図2 フォン・ノイマン型アーキテクチャとデータフロー型アーキテクチャ

マルチコアにした場合、この2つの問題に加え、コア間の通信という問題も起こります。「あるコアで計算した結果を、『キャッシュ』と呼ばれる、チップ上に置かれた一時的なメモリに書き込み、それを必要とするコアに読み込ませる必要があります。キャッシュに置かれたデータをコアが読み書きするには一定の時間がかかるため、コア間のデータの受け渡しや同期の効率が低下してしまい、コアをいくら増やしても、計算を速くできないのです」

データを一方向に流すことで、計算を速くする

これらの問題を解決するために最適なのは、「データフロー」というアーキテクチャだと、佐野さんは考えています。

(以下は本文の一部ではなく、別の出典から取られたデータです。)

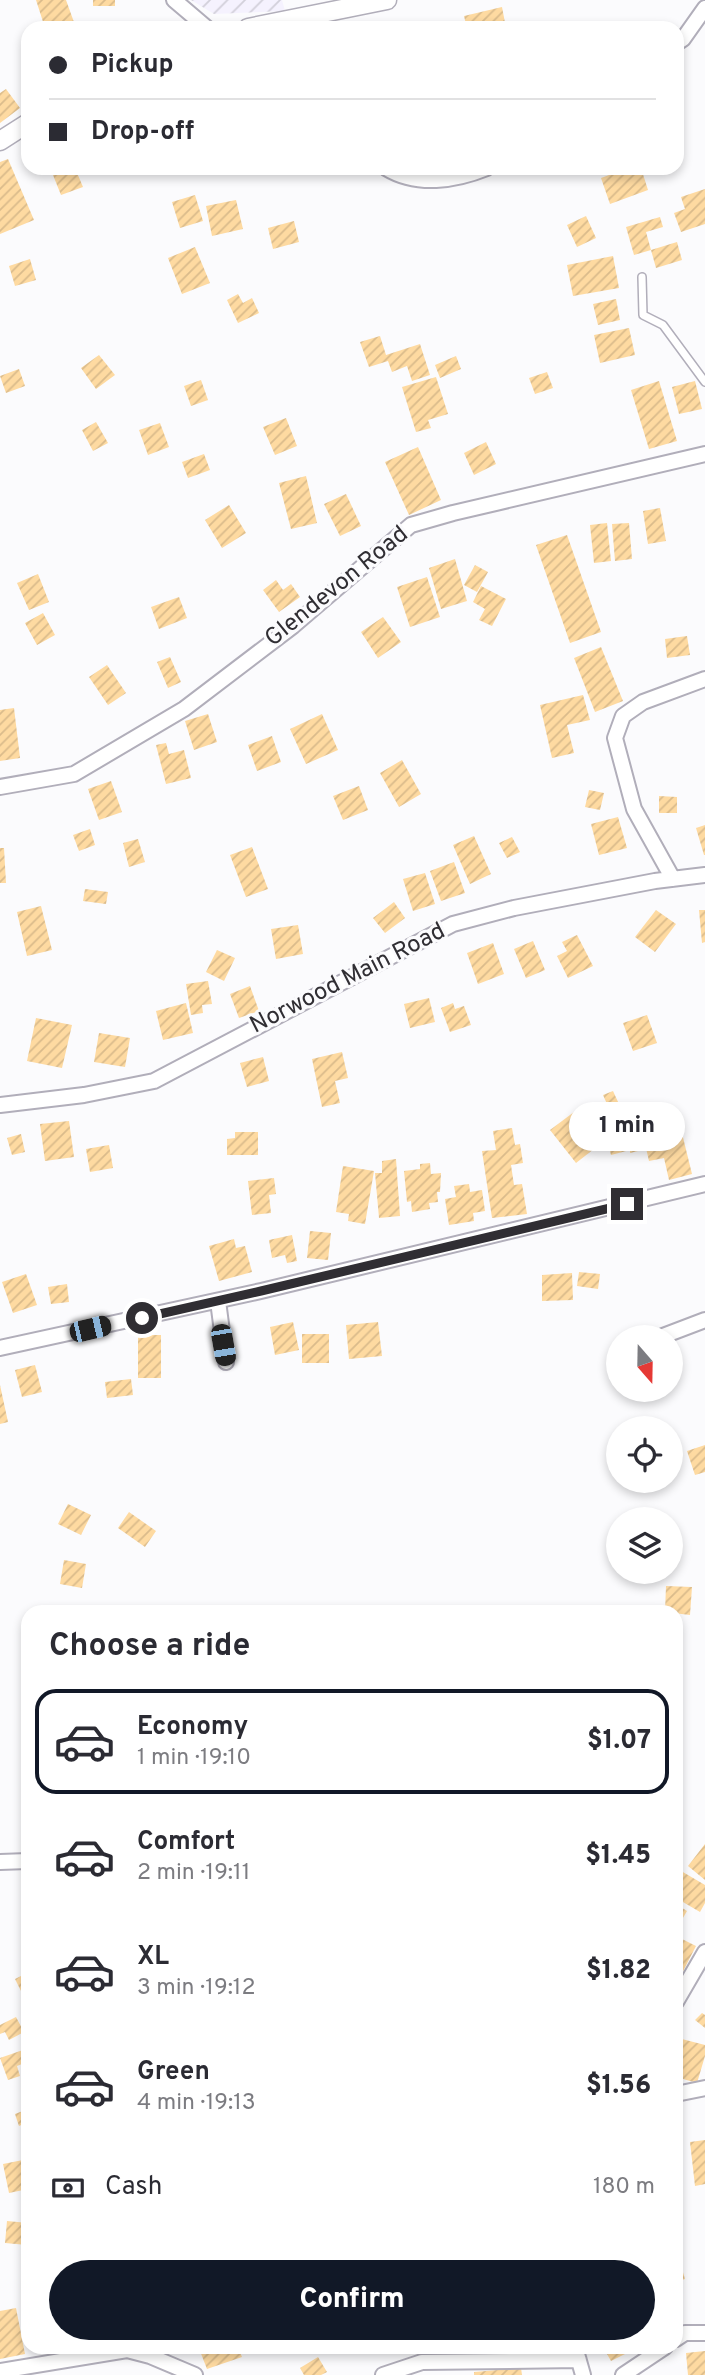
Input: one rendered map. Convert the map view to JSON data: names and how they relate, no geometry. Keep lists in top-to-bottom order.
{
  "streets": {
    "street": ["Glendevon Road", "Norwood Main Road"]
  },
  "north": "bottom",
  "page": {
    "banner": ["Pickup", "Drop-off"],
    "bubble": "1 min",
    "heading": "Choose a ride",
    "list": [
      {
        "name": "Economy",
        "note": "1 min · 19:10",
        "value": "$1.07"
      },
      {
        "name": "Comfort",
        "note": "2 min · 19:11",
        "value": "$1.45"
      },
      {
        "name": "XL",
        "note": "3 min · 19:12",
        "value": "$1.82"
      },
      {
        "name": "Green",
        "note": "4 min · 19:13",
        "value": "$1.56"
      }
    ],
    "pay": ["Cash", "180 m"],
    "buttons": "Confirm"
  }
}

「データフローは1970年代半ばに提案されたもので、計算式の通りに演算器を並べて、そこにデータを流すというやり方です(図2b、図3)。前の計算が全部終わって結果が揃うと自動的に次の計算に進むので、読んで書くというサイクルによる遅延がありません。データが流れていくのに時間はかかりますが、パイプラインという方法を使うと、1つの計算が終わらないうちに次のデータを入れて計算させることができるので、どんどんデータを入れることで、同じ時間でより多くの計算を行えます。これは、読み書きのサイクルのあるフォン・ノイマン型では難しいことです」

図3 データフロー演算回路の例
図3データフロー演算回路の例
この回路は、数値シミュレーションの一部を計算するためのもの。HDLやEQUは数式の計算(四則計算より複雑な計算)や処理を行うモジュール。 上の段の計算が終わって次の計算に必要な結果が揃うと、自動的に次の計算が始まる。このような構造の回路をつくることで、高速な計算が可能となる。

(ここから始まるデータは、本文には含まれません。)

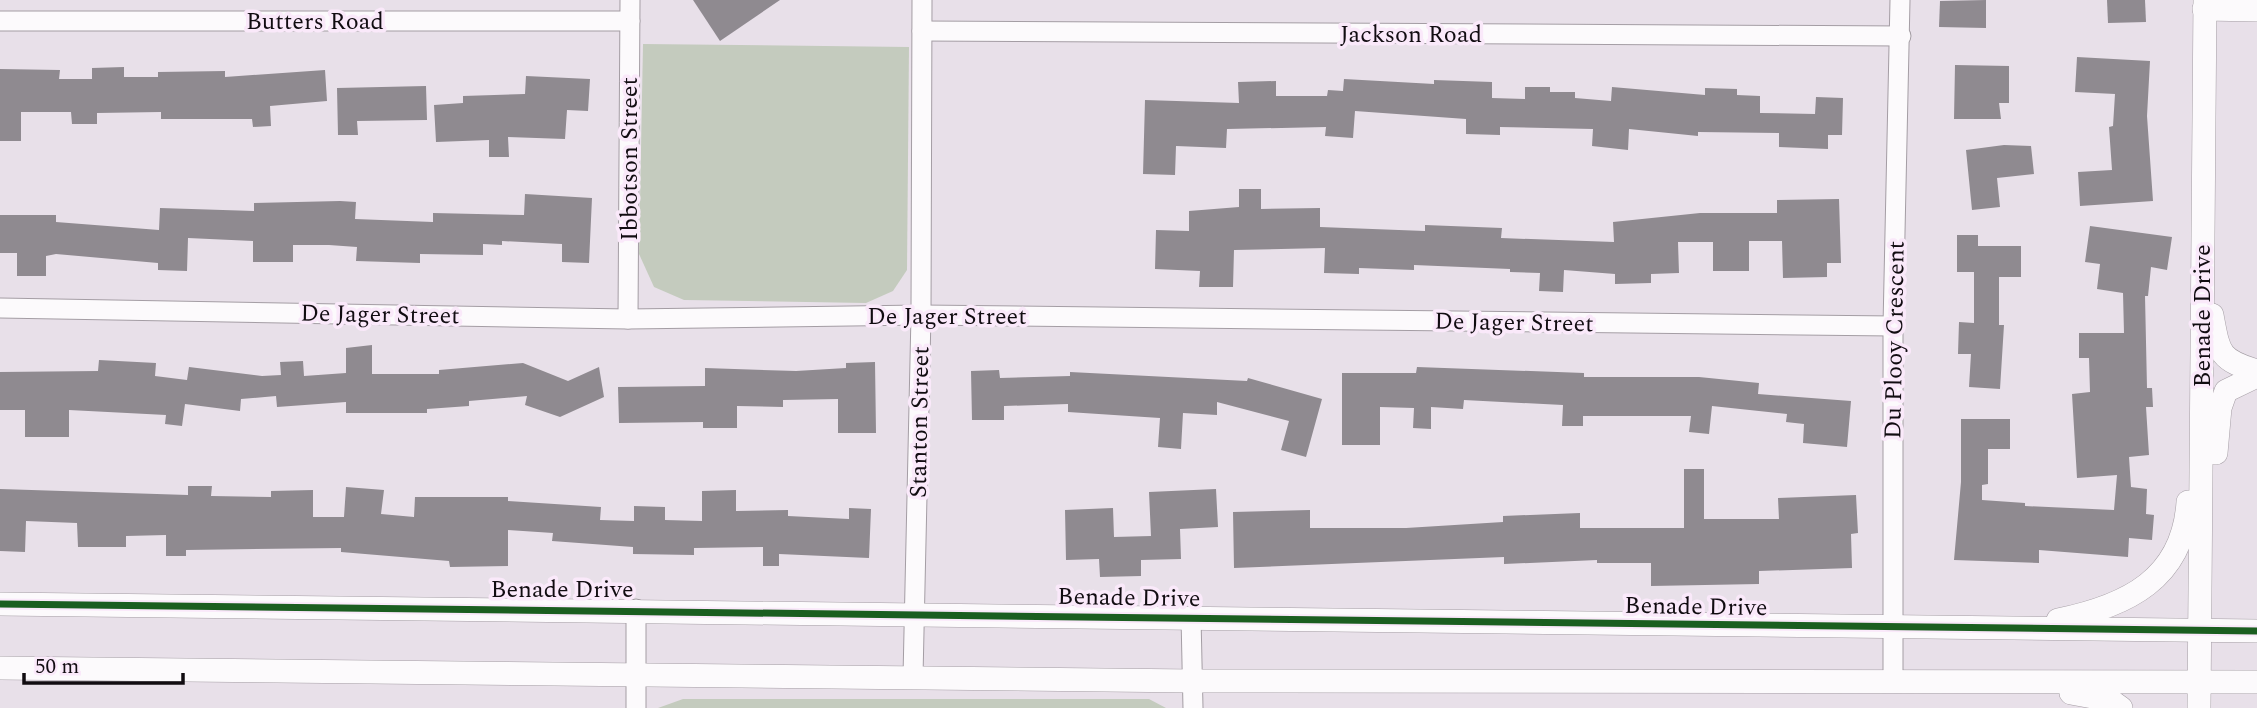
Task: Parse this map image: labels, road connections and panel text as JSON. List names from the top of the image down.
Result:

ただし、データフロー型のマイクロプロセッサは、計算式の通りに演算器を並べた回路をもっていなければなりません。そのような半導体チップはどうやってつくるのでしょうか。「FPGA(field-programmable gatearray、図4)という、回路構成をプログラムで変えられる集積回路のチップを使います。最近のFPGAは性能がかなりよくなり、高速計算にも利用できるようになってきました。例えば、FPGAに流体の計算をするデータフロー回路を書き込んで、津波を再現することに成功しました(図5)。計算式通りの回路を使うので、ソフトウェアは不要で、命令を読み込む必要もありません」

図4 FPGAのしくみ
図4FPGAのしくみ
FPGAチップには、プログラム可能な論理回路、メモリ、算術演算回路など様々な構成要素が集積されており、それらがプログラム可能なネットワークで接続されている。プログラムを書き換えることにより、計算に必要な回路をつくることができるので、特定の計算に特化した専用の計算回路をつくれる。最近のFPGAには数十億個のトランジスタが集積されていて、複雑な回路を書き込むことが可能になっている。
(東北大学大学院情報科学研究科 張山昌論教授提供)
図5 データフローによる津波のシミュレーション
図5データフローによる津波のシミュレーション
アリューシャン列島付近で発生した地震による津波を、1個のFPGA上につくった流体計算の回路にデータを流すことで、再現した。GPUという高性能プロセッサの2倍のシミュレーション性能を、約6分の1の消費電力で実現できた。
(K.Nagasu et al., Journal of Parallel and Distributed Computing, Vol.106, pp.153-169, DOI: 10.1016/j.jpdc.2016.12.015, 2017.より)
図4 FPGAのしくみ
図5 データフローによる津波のシミュレーション

このように、データフロー型マイクロプロセッサを使うと、ある計算に特化した場合に計算を速くできますが、「京」や「富岳」のような汎用型スパコンとは、目指す方向が少し違います。「汎用型スパコンはいろいろな種類の計算を行うことができますが、計算の種類によって実現できる計算性能に幅があります。ですので、汎用型が得意でなく、データフロー型なら速く行える種類の計算に使えたらと考えています。例えば、ゲノムの膨大な塩基配列の比較とか、ディープラーニングの推論などは、データフロー型のほうがずっと速くできると思います」

現在、佐野さんは、16個のFPGAとサーバをネットワークでつないだ計算機を試作中です(図6)。「今は、実際に計算をするときの問題点などを検証している段階ですが、FPGAをうまく使って、いくつかの計算に特化した高性能計算機をつくれたらと考えています」

図6 FPGAによるデータフロー型計算機(試作中)
図6FPGAによるデータフロー型計算機(試作中)
ネットワークでつながれた16個のFPGAが、ゲートウェイサーバを経てサーバとつながっている。まず、サーバに置かれた数式(四則計算や関数計算)のデータフロー回路をFPGAに送って書き込み、そのFPGAにサーバからデータを送って計算し、結果をFPGAからサーバに返す。FPGAに書き込む回路を変えれば違う種類の計算ができるが、回路をいちいち手で設計するのはたいへんな作業になる。そのため、佐野さんは、数式通りのデータフロー計算回路を自動でつくりだすプログラム(コンパイラ)も開発している。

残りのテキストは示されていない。